Gap in Structural Design and Build: Role of a Structural Consultant

In last a few years there has been a lot of talks in Indian construction industry about designing the buildings earthquake resistant because of some serious earthquake incidents happened in the past and less or no damaging tremors that we are experiencing in some intervals. More and less majority of developers, structural consultants, architects and up to some extent end users are aware about this issue. Structural consultant ensures earthquake resistance in design.

Structural engineer analyzes the structure for seismic forces, design structural members, and further produces the good for construction (GFC) drawings incorporating ductile detailing requirement as prescribed in design codes. Contractor receives the drawings and does construction either directly using the GFC drawings (which is not advisable as some of the information in GFCs are typical which has to be elaborated on case basis for accurate and smooth construction especially for big projects) or by preparing the detailed shop drawings on the basis of GFCs. Now following questions are raised;

- Is the structure constructed earthquake resistant?
- Does the earthquake resistant design alone ensure the earthquake resistance of the structure?
- Have all the structural design details as prescribed by the consultant been incorporated at site?
- Is there a gap between structure constructed on paper and structure constructed at site?
- Why there is a gap? If there is a gap, can this be eliminated?

In my opinion, good for construction drawings, produced by structural consultant, alone cannot ensure the earthquake resistance of the structure constructed at site. As even if contractor has captured all the information correctly as mentioned in GFCs in terms of structural member sizes, reinforcement diameter, and no. of rebars etc., still there are a lot of details at junctions for example beam-column junction, and rebar splicing, which have to be interpreted and captured rightly by the contractor from the drawings. These details are not so detailed in GFCs and only typical information are provided, which have to be explored further by the contractor on case to case basis. And, this requires knowledge about the structural engineering. All these details are very crucial when it comes to earthquake resistance of a structure. If junctions, splices etc. are not detailed correctly at site, no matter how good the structural design is, no matter how much steel has been put in the building, still the structure will have weakness for earthquake forces. There is a gap between structural design done by consultant at office and building construction done by contractor at site.

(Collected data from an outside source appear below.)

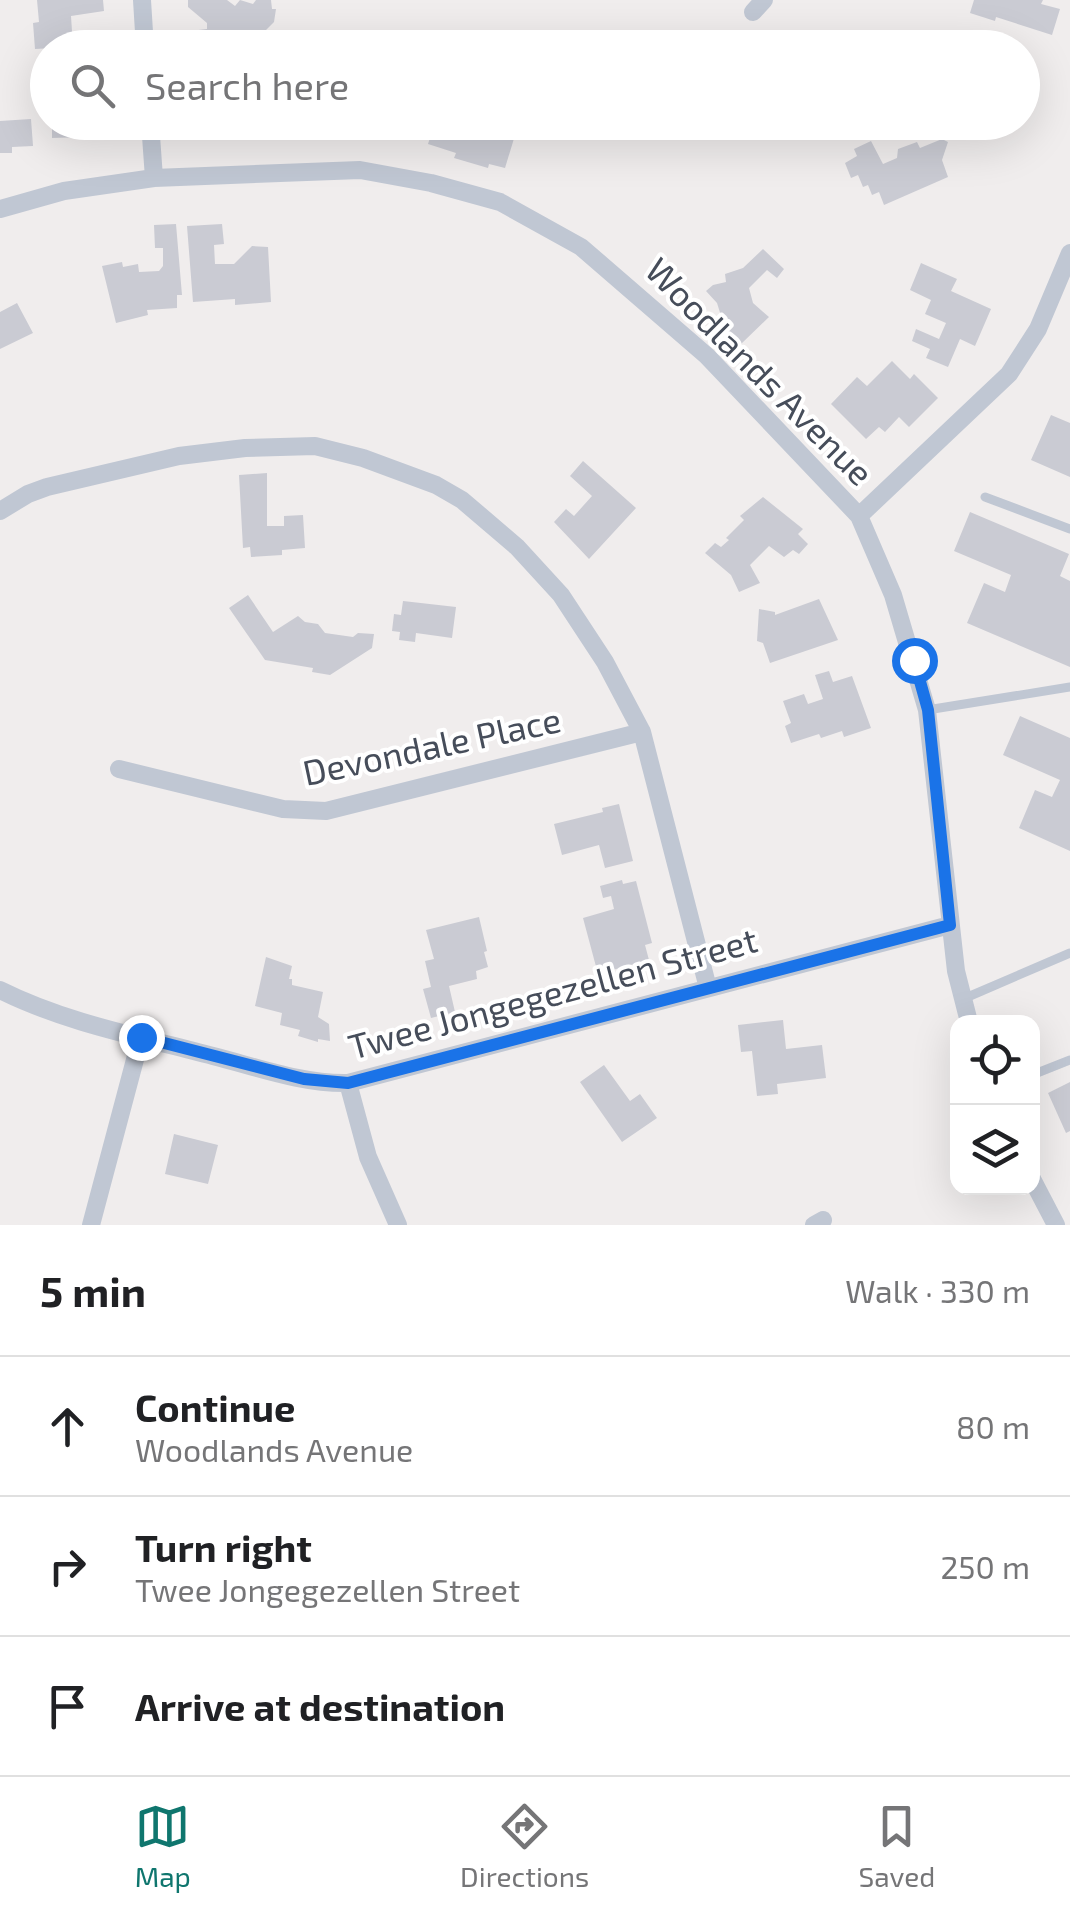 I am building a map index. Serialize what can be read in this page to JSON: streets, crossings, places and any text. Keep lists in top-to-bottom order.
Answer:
{
  "streets": {
    "street": ["Woodlands Avenue", "Devondale Place", "Twee Jongegezellen Street"]
  },
  "crossings": [
    ["Woodlands Avenue", "Twee Jongegezellen Street"]
  ],
  "page": {
    "search": "Search here",
    "heading": ["5 min", "Walk · 330 m"],
    "list": [
      ["Continue", "Woodlands Avenue", "80 m"],
      ["Turn right", "Twee Jongegezellen Street", "250 m"],
      "Arrive at destination"
    ],
    "nav": ["Map", "Directions", "Saved"]
  }
} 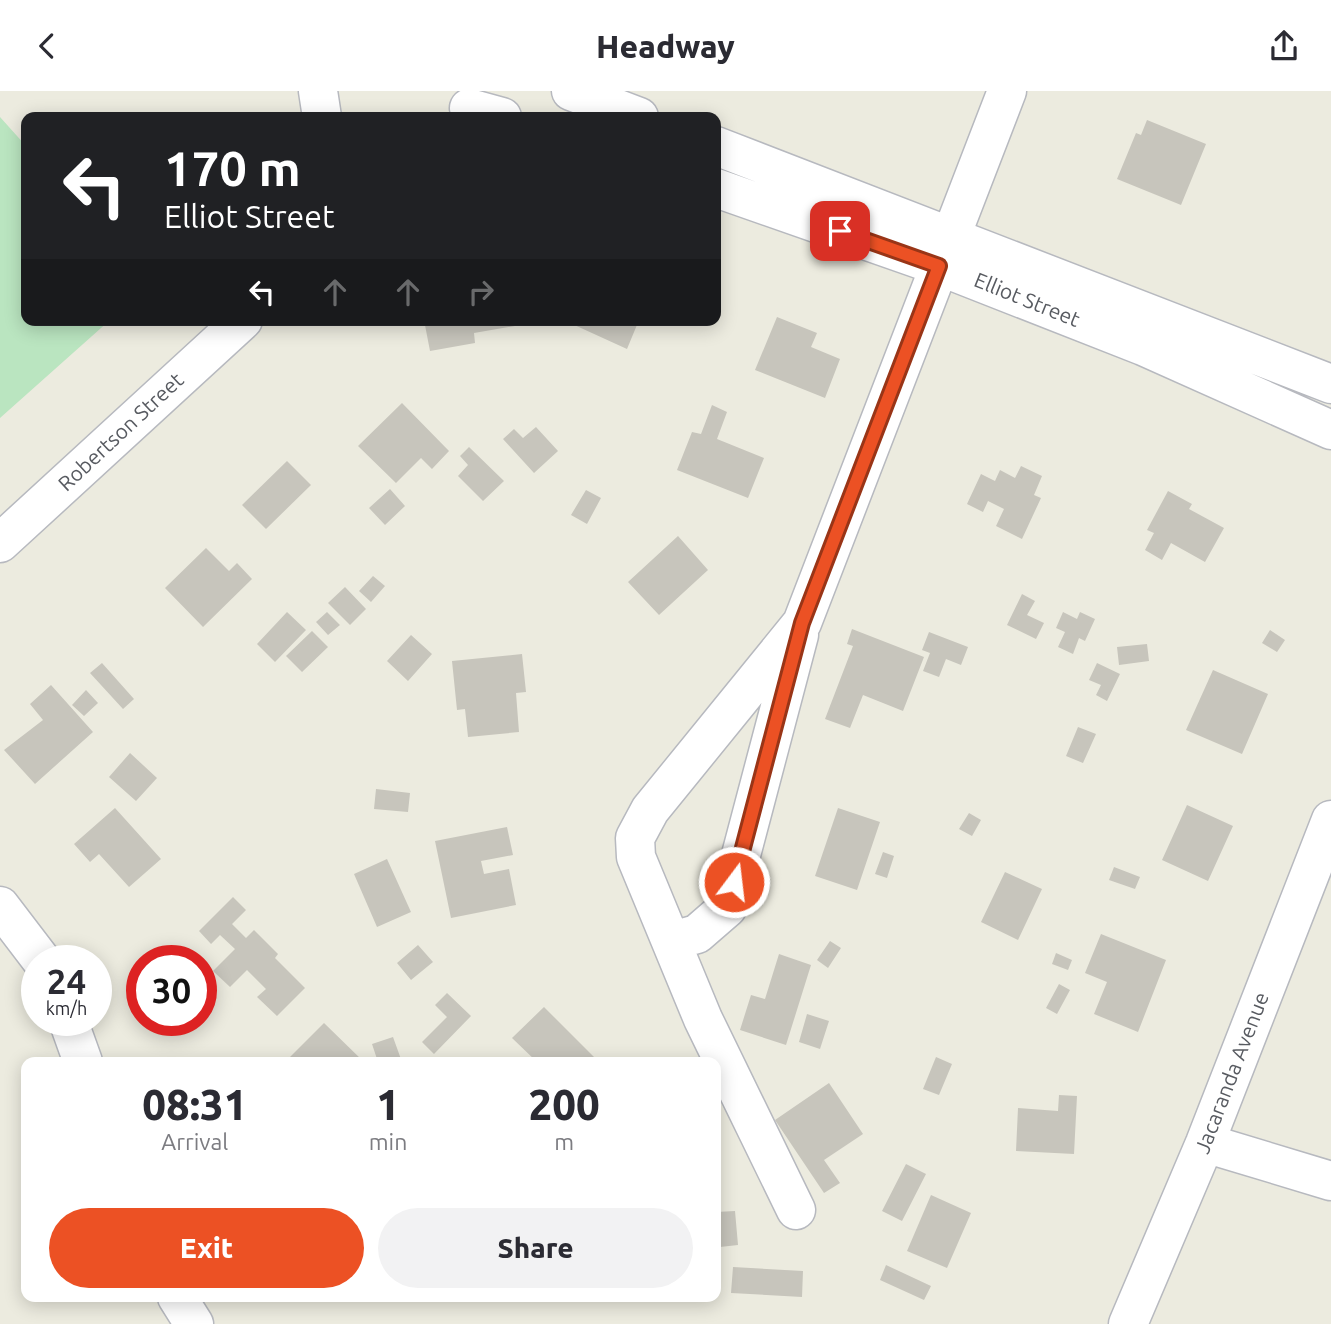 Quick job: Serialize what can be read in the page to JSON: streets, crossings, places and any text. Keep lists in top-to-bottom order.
{
  "streets": {
    "street": ["Elliot Street", "Robertson Street", "Jacaranda Avenue"]
  },
  "page": {
    "header": "Headway",
    "turn": ["170 m", "Elliot Street"],
    "speed": "24 km/h",
    "limit": "30",
    "eta": [
      "08:31",
      "Arrival",
      "1",
      "min",
      "200",
      "m"
    ],
    "buttons": ["Exit", "Share"]
  }
} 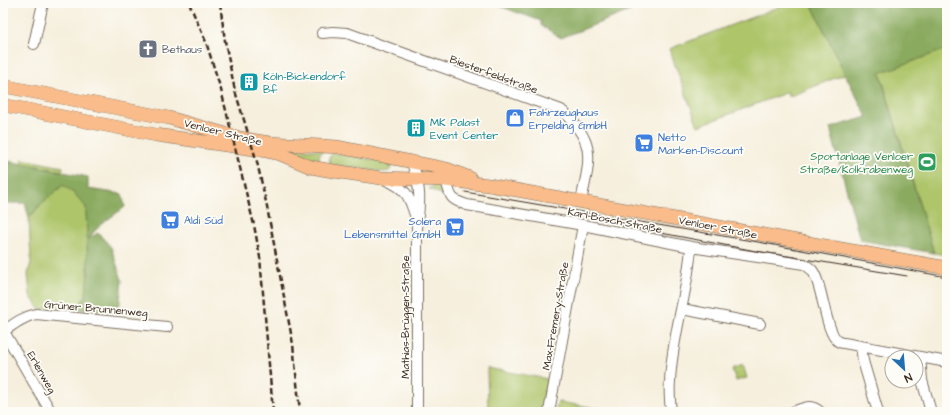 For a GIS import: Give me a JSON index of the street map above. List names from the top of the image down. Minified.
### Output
{"streets":{"main road":["Venloer Straße"],"street":["Biesterfeldstraße","Karl-Bosch-Straße","Grüner Brunnenweg","Max-Fremery-Straße","Mathias-Brüggen-Straße","Erlenweg"]},"crossings":[["Biesterfeldstraße","Venloer Straße"],["Venloer Straße","Karl-Bosch-Straße"],["Venloer Straße","Mathias-Brüggen-Straße"],["Karl-Bosch-Straße","Max-Fremery-Straße"],["Grüner Brunnenweg","Erlenweg"]],"places":{"church":["Bethaus"],"building":["Köln-Bickendorf Bf","MK Palast Event Center"],"shop":["Fahrzeughaus Erpelding GmbH"],"supermarket":["Netto Marken-Discount","Aldi Süd","Solera Lebensmittel GmbH"],"sports":["Sportanlage Venloer Straße/Kolkrabenweg"]},"north":"bottom right"} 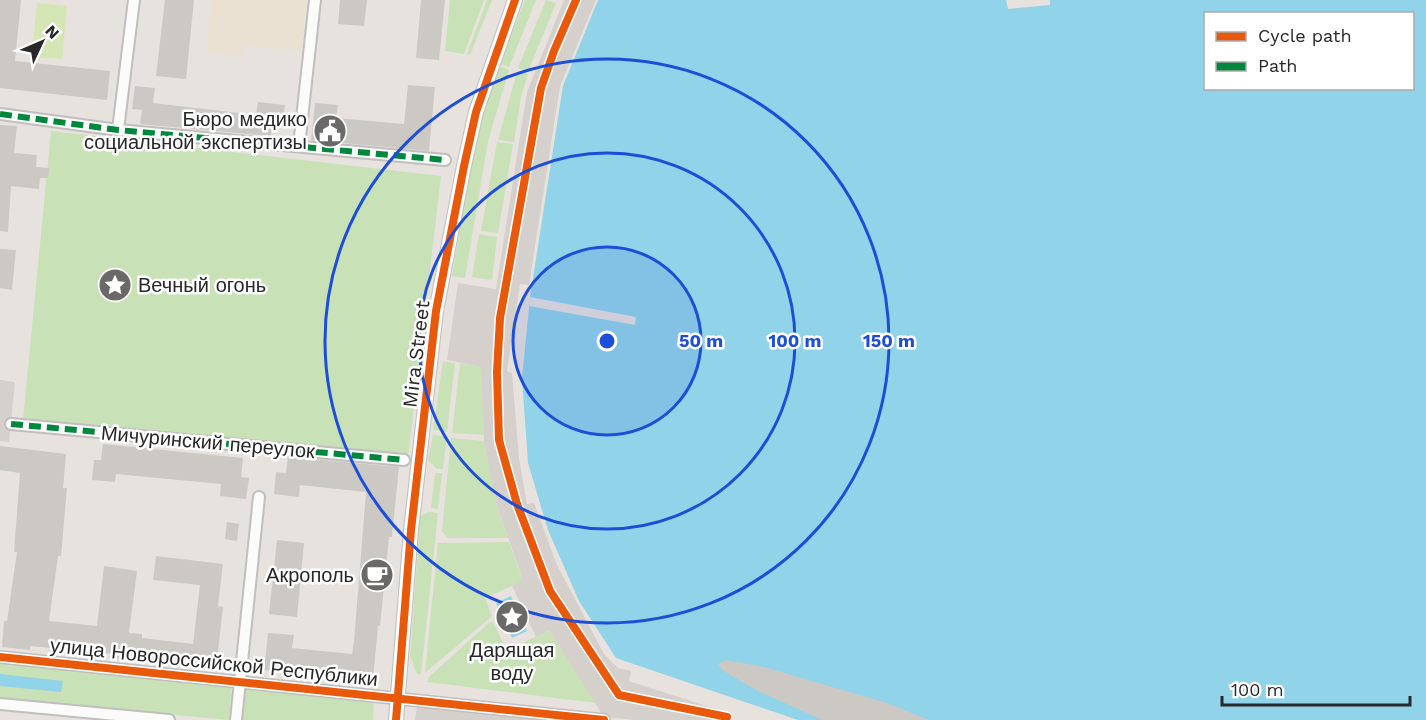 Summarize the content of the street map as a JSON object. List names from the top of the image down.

This gap between design and construction can be eliminated by extending the project structural consultant role beyond the issuance of GFC drawings. The consultant should also be responsible for checking the shop drawings prepared by the contractor, especially the shop drawings capturing all the junction details. Structural consultant shall be engaged on a project right starting from the concept design stage to the complete structural construction of the project.

Today, this kind of extended role of structural consultant in any project is rarity in India, which actually should be a norm if we really want to be 100% sure about the earthquake resistance of at least the newly constructed buildings.